If indeed it was serendipity that delivered Goossen to that point, it was his expertise that defined the late Corrales’ gameplan.

“You saw what we needed to do, and that was to go right at him and submarine him,” he says of one of the most dramatic fights of the modern era. “I told Diego, ‘We gotta soften him up early, because this guy is really good down the stretch’. If we had boxed and moved and not done early damage to him, maybe we don’t get that knockout in the 10th. Castillo, after those two knockdowns in the 10th, I’m sure when he saw Diego get up the second time he thought, ‘What the hell?’ He’d used up all of his bag of tricks, and Diego was able to take over at the end of that 10th round and stop him in one of the great comebacks.”

gettyimages 1411107609 copy
Joe Goossen (Sye Williams/Getty Images)

It was perhaps his contribution to that that above all else secured Goossen’s induction into the Hall of Fame in Canastota. The second Goossen rewarded with the most sought-after honour, one of the most respected of all trainers, and for reasons greater than recognition – Dan died of liver cancer in 2014 – has come to value that latest chapter most of all.

“Dan had a gift,” says Goossen. “He loved the sport – he really loved it. He was built for it. What I came to learn was, ‘Listen to Dan – he’s usually right’. Dan used to do something throughout the years that I repeat once in a while. Let’s say there was a negotiation going on for a certain fighter I was working with and it was off and on. Dan would go, ‘I don’t know, Joe; I’m still working on it; I’m not sure’. ‘Dan, this is what you always say – you’re gonna make it happen’, and I’m telling you, he did. He somehow always got what we needed. He got it done. It wasn’t a trainer-promoter relationship – it was a brother-brother relationship. He was very fair, and very honest with the fighters. He had a high standard that he stuck to throughout his career.

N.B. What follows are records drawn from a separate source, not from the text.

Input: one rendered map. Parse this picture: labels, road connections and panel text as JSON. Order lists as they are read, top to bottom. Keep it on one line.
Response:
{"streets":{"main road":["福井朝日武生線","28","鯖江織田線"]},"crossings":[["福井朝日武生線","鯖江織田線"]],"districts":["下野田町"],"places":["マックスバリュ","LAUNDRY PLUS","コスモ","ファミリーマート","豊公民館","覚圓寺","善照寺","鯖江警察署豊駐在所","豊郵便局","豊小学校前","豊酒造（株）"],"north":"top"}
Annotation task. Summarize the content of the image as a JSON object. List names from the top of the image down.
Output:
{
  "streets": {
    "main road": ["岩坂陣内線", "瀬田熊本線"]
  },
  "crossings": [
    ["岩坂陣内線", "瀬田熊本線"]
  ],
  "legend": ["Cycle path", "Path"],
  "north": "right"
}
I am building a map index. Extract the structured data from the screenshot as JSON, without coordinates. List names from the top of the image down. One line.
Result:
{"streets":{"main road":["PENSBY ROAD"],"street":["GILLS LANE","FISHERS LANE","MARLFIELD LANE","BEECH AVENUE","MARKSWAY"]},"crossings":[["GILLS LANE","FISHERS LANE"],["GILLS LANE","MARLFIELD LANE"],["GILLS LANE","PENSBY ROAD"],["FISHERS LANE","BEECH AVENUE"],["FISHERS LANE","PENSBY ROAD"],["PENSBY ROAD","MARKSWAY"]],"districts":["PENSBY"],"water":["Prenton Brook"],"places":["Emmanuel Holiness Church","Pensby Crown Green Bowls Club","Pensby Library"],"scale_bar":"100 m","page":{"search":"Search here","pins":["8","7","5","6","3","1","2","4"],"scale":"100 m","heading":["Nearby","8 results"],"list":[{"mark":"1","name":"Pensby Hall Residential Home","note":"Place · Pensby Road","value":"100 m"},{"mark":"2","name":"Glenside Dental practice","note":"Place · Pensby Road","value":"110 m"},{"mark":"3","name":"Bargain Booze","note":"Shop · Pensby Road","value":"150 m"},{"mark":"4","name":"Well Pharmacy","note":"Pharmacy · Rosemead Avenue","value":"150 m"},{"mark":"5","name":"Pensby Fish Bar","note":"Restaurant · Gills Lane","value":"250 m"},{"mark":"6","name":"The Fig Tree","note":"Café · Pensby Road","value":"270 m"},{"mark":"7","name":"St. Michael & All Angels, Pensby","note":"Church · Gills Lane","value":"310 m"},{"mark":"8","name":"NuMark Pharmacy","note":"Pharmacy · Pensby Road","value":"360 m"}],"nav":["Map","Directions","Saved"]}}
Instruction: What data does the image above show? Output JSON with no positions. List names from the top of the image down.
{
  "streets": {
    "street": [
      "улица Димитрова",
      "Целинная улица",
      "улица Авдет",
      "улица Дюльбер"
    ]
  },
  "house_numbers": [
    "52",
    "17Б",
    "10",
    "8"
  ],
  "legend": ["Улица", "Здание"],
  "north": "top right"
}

“[His illness] was the weirdest thing ever. It was just, ‘Huh? What? Where the hell did that come from?’ Dan, like a lot of guys who were raised in the 50s and 60s, kept it to himself not to burden anybody. I had no idea. Dan was in the office at 5.30am, 6am at the latest; there ‘till the sun went down. Never missed a day of work – ever. There was a couple of days he wasn’t in the office and I was like, ‘What?’, but I still didn’t think it until he broke the news to us, and by that time it was late in the game and, blink of an eye, it was over. It was very traumatic for me; very traumatic for everybody involved. It’s something I think about practically every day. ‘I’m still here, Dan – why aren’t you here? We started this together.’ I’m 70 now; he died at 64. It came out of the blue.

“It’s the most meaningful thing to me [to join him in the hall of fame]. I’m bummed that Dan wasn’t alive to accept his award, which he richly deserved. ‘I’m going to be your stand-in.’ This is more for him than it is for me, in my mind – it really is.

“In the years to come, when the next generation of people go through that hall of fame – they see my name next to Dan’s – they’ll probably figure out that those were the two brothers who made a lot of headway in the game and ended up in the HOF. That is what really puts a smile on my face – knowing that I’ll be with Dan there, for as long as that hall stands.

“Hands down, the greatest talent I ever had in the palm of my hands, that I was able to mould and develop, while Dan was doing the business, was Michael Nunn. There’s no doubt about it. Randy Shields told me years ago, about Michael Nunn, ‘Joe, you better teach him how to fight on the inside, because one day somebody’s gonna make him fight there whether he likes it or not’. That really turned the light on for me about Nunn and preparing him. Overall – defensively; offensively; athletically – he was really hard to top. My brother always said, ‘Frank Tate got the gold medal [ahead of Nunn at the 1984 Olympics] and we got the gold nugget’.”